→ **Try it**
Could you transcribe every entry exactly, leaving nothing out?

[Data entries]
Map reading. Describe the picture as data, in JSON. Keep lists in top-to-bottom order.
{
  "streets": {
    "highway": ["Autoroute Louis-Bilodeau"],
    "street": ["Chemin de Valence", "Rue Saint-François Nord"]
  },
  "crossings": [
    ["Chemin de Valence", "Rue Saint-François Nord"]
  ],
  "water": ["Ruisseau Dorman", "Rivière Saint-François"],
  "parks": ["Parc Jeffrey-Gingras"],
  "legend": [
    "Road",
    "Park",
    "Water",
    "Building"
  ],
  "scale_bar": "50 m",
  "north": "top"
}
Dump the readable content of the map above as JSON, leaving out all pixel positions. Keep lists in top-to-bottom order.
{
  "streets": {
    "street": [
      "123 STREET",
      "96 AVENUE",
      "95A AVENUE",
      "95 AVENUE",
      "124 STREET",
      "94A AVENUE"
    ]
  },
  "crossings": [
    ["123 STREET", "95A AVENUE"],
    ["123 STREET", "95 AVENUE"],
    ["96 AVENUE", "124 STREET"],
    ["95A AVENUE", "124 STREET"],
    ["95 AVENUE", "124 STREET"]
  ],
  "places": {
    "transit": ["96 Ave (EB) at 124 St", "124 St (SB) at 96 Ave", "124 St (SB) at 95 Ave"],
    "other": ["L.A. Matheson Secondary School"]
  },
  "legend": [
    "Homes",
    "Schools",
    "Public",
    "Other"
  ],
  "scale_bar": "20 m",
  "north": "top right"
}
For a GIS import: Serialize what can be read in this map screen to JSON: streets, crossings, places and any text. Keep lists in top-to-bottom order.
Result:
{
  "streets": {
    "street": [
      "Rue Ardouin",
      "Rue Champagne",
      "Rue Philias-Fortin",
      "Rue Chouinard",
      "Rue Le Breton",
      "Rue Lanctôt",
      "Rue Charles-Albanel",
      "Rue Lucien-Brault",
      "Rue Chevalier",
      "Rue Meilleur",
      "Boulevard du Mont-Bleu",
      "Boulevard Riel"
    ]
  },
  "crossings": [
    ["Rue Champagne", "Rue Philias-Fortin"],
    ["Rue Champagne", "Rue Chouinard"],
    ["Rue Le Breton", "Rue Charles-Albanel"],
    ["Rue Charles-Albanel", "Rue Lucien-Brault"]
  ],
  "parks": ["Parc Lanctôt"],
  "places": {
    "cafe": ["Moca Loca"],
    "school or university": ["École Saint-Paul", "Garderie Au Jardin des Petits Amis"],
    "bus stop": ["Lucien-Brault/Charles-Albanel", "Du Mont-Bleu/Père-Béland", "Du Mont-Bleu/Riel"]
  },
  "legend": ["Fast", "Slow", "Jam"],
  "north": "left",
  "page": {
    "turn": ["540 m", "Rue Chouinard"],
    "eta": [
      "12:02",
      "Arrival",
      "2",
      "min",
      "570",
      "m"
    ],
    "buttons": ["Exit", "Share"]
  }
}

→ **Solution to this problem**
Map reading. Describe the picture as data, in JSON. Keep lists in top-to-bottom order.
{
  "streets": {
    "highway": ["Autoroute Louis-Bilodeau"],
    "street": ["Chemin de Valence", "Rue Saint-François Nord"]
  },
  "crossings": [
    ["Chemin de Valence", "Rue Saint-François Nord"]
  ],
  "water": ["Ruisseau Dorman", "Rivière Saint-François"],
  "parks": ["Parc Jeffrey-Gingras"],
  "legend": [
    "Road",
    "Park",
    "Water",
    "Building"
  ],
  "scale_bar": "50 m",
  "north": "top"
}
Dump the readable content of the map above as JSON, leaving out all pixel positions. Keep lists in top-to-bottom order.
{
  "streets": {
    "street": [
      "123 STREET",
      "96 AVENUE",
      "95A AVENUE",
      "95 AVENUE",
      "124 STREET",
      "94A AVENUE"
    ]
  },
  "crossings": [
    ["123 STREET", "95A AVENUE"],
    ["123 STREET", "95 AVENUE"],
    ["96 AVENUE", "124 STREET"],
    ["95A AVENUE", "124 STREET"],
    ["95 AVENUE", "124 STREET"]
  ],
  "places": {
    "transit": ["96 Ave (EB) at 124 St", "124 St (SB) at 96 Ave", "124 St (SB) at 95 Ave"],
    "other": ["L.A. Matheson Secondary School"]
  },
  "legend": [
    "Homes",
    "Schools",
    "Public",
    "Other"
  ],
  "scale_bar": "20 m",
  "north": "top right"
}
For a GIS import: Serialize what can be read in this map screen to JSON: streets, crossings, places and any text. Keep lists in top-to-bottom order.
Result:
{
  "streets": {
    "street": [
      "Rue Ardouin",
      "Rue Champagne",
      "Rue Philias-Fortin",
      "Rue Chouinard",
      "Rue Le Breton",
      "Rue Lanctôt",
      "Rue Charles-Albanel",
      "Rue Lucien-Brault",
      "Rue Chevalier",
      "Rue Meilleur",
      "Boulevard du Mont-Bleu",
      "Boulevard Riel"
    ]
  },
  "crossings": [
    ["Rue Champagne", "Rue Philias-Fortin"],
    ["Rue Champagne", "Rue Chouinard"],
    ["Rue Le Breton", "Rue Charles-Albanel"],
    ["Rue Charles-Albanel", "Rue Lucien-Brault"]
  ],
  "parks": ["Parc Lanctôt"],
  "places": {
    "cafe": ["Moca Loca"],
    "school or university": ["École Saint-Paul", "Garderie Au Jardin des Petits Amis"],
    "bus stop": ["Lucien-Brault/Charles-Albanel", "Du Mont-Bleu/Père-Béland", "Du Mont-Bleu/Riel"]
  },
  "legend": ["Fast", "Slow", "Jam"],
  "north": "left",
  "page": {
    "turn": ["540 m", "Rue Chouinard"],
    "eta": [
      "12:02",
      "Arrival",
      "2",
      "min",
      "570",
      "m"
    ],
    "buttons": ["Exit", "Share"]
  }
}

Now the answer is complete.